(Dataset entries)
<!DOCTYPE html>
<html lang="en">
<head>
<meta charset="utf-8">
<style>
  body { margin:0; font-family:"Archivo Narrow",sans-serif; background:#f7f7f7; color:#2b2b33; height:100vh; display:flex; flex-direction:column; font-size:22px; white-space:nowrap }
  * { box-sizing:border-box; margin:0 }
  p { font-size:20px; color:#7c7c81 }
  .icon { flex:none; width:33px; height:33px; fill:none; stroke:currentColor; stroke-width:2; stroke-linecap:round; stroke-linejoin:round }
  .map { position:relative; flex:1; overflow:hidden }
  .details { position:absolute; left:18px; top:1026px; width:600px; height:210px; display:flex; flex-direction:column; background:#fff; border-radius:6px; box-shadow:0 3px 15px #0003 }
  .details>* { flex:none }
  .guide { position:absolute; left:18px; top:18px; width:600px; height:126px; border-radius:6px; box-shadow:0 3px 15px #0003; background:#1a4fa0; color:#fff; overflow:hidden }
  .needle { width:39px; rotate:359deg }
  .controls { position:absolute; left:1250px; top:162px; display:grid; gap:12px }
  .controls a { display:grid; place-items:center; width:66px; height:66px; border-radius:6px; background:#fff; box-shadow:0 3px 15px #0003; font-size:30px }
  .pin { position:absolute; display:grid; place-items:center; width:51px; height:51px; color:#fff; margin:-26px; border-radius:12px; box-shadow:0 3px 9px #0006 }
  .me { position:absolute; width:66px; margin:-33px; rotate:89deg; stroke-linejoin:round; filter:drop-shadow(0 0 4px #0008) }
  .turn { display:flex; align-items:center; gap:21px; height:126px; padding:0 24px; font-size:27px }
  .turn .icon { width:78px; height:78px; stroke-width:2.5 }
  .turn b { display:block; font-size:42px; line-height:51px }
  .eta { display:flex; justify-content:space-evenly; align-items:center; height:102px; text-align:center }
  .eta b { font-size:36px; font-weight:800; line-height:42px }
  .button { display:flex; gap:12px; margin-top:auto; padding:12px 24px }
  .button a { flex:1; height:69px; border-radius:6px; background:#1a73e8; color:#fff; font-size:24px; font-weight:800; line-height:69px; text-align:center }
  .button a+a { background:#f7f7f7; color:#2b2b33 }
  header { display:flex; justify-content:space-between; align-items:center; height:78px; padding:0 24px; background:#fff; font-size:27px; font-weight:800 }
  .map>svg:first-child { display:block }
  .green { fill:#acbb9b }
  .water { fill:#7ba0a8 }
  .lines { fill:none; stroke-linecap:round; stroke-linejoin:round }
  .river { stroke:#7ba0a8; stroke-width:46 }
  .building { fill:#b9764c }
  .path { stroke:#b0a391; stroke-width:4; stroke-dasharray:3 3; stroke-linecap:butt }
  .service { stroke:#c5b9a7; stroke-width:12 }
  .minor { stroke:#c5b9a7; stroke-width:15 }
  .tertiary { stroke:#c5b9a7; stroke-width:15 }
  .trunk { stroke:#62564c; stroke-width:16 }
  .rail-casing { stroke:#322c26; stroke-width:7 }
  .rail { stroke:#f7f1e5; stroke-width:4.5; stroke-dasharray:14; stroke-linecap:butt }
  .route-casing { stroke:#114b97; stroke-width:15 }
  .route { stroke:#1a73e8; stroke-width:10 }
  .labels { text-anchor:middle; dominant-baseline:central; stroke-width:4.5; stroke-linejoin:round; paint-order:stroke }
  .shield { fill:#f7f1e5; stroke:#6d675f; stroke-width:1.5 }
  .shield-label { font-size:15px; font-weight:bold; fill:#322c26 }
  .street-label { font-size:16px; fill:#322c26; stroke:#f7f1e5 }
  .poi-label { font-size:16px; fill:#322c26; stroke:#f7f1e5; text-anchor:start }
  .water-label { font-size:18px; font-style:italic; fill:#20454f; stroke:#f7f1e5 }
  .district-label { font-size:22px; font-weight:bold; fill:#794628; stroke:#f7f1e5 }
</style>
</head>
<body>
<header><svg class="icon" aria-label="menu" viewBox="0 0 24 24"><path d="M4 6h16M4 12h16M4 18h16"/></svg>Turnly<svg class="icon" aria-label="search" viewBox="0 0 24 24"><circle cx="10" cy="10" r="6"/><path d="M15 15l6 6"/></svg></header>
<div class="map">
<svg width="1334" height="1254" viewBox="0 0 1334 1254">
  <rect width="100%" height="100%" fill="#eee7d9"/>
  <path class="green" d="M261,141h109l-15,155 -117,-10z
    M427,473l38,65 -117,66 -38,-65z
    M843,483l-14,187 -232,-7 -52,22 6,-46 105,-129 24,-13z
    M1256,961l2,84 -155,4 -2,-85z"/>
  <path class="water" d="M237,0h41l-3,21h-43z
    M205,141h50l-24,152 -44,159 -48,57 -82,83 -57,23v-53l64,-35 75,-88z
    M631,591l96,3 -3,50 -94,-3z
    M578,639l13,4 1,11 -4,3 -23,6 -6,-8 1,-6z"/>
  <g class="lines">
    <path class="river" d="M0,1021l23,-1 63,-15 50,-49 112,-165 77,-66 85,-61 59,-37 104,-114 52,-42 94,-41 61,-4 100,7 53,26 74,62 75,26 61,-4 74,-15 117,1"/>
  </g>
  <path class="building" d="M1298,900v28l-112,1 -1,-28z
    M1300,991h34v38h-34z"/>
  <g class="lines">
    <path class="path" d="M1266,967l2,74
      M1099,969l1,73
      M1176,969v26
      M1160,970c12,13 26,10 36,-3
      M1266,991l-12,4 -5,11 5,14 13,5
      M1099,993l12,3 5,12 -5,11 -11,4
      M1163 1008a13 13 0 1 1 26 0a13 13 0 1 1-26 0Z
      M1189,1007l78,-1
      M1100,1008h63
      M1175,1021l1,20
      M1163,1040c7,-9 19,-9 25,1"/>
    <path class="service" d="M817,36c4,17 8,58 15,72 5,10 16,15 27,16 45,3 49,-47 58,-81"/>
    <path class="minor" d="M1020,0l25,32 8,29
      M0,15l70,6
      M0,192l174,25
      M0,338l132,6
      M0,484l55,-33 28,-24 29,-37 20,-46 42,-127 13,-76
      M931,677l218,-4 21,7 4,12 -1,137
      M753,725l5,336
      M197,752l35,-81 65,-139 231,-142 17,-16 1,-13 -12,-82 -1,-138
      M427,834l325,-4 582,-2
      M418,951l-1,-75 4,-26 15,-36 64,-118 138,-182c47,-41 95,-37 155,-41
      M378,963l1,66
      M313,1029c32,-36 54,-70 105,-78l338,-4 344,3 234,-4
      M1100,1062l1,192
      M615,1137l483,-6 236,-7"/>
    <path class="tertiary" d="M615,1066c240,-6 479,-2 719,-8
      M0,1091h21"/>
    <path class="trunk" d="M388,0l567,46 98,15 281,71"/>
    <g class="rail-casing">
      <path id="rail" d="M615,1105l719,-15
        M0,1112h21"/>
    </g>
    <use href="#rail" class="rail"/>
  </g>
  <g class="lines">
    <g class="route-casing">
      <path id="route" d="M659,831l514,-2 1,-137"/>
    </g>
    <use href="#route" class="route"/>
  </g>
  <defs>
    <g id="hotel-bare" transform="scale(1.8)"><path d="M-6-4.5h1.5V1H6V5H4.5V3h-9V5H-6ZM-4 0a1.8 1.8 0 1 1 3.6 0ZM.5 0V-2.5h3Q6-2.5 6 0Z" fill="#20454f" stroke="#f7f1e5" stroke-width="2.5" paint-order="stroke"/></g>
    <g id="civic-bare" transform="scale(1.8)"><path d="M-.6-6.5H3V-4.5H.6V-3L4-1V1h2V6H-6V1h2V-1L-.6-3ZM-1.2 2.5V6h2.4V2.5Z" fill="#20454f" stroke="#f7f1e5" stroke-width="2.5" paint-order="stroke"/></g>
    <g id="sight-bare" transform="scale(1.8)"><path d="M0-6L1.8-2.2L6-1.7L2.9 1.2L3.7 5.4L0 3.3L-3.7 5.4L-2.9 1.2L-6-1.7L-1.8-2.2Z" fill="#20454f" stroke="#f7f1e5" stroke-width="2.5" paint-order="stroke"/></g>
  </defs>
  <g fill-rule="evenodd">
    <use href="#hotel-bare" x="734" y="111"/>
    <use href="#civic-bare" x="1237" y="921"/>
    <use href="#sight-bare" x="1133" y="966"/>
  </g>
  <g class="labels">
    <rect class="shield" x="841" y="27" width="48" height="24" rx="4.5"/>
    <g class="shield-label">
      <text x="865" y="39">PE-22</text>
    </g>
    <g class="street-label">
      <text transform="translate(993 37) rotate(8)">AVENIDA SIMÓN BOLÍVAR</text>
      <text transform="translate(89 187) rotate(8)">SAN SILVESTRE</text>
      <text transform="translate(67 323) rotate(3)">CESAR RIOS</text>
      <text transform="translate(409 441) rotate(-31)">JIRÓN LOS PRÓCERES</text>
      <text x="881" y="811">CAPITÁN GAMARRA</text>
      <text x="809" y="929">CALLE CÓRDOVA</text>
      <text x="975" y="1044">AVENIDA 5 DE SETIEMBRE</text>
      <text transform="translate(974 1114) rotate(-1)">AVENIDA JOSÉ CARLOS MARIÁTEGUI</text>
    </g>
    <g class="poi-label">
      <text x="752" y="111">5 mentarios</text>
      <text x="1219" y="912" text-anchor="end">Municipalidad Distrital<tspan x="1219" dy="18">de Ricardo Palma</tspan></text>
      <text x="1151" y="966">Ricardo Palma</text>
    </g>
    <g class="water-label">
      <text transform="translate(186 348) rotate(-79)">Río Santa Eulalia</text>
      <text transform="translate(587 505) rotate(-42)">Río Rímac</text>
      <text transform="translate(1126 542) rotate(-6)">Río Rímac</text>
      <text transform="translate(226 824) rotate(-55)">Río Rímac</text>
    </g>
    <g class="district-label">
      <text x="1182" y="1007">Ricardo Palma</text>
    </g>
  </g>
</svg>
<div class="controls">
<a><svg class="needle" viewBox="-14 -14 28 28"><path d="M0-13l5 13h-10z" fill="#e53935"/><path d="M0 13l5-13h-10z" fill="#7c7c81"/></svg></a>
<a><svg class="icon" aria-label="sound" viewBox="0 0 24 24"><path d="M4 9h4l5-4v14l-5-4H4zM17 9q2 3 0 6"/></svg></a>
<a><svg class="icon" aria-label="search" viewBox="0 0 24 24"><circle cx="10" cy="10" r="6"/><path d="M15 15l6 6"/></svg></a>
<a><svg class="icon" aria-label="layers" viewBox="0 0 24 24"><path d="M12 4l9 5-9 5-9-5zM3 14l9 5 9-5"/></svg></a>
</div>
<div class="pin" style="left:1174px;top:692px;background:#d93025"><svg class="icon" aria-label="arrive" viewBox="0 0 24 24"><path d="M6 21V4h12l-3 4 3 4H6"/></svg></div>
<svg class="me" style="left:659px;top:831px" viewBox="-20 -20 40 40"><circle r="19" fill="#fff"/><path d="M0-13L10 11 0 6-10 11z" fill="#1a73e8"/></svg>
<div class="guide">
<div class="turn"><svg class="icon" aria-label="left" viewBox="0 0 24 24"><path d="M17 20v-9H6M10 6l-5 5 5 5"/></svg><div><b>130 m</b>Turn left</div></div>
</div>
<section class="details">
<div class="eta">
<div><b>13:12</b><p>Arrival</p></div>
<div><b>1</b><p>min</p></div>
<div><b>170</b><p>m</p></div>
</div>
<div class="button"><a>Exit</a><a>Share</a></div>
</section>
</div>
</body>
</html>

▸ TRY IT
The expected answer is every line in the data above that carries the string "position".

▸ SOLUTION FOR THIS PROBLEM
  .map { position:relative; flex:1; overflow:hidden }
  .details { position:absolute; left:18px; top:1026px; width:600px; height:210px; display:flex; flex-direction:column; background:#fff; border-radius:6px; box-shadow:0 3px 15px #0003 }
  .guide { position:absolute; left:18px; top:18px; width:600px; height:126px; border-radius:6px; box-shadow:0 3px 15px #0003; background:#1a4fa0; color:#fff; overflow:hidden }
  .controls { position:absolute; left:1250px; top:162px; display:grid; gap:12px }
  .pin { position:absolute; display:grid; place-items:center; width:51px; height:51px; color:#fff; margin:-26px; border-radius:12px; box-shadow:0 3px 9px #0006 }
  .me { position:absolute; width:66px; margin:-33px; rotate:89deg; stroke-linejoin:round; filter:drop-shadow(0 0 4px #0008) }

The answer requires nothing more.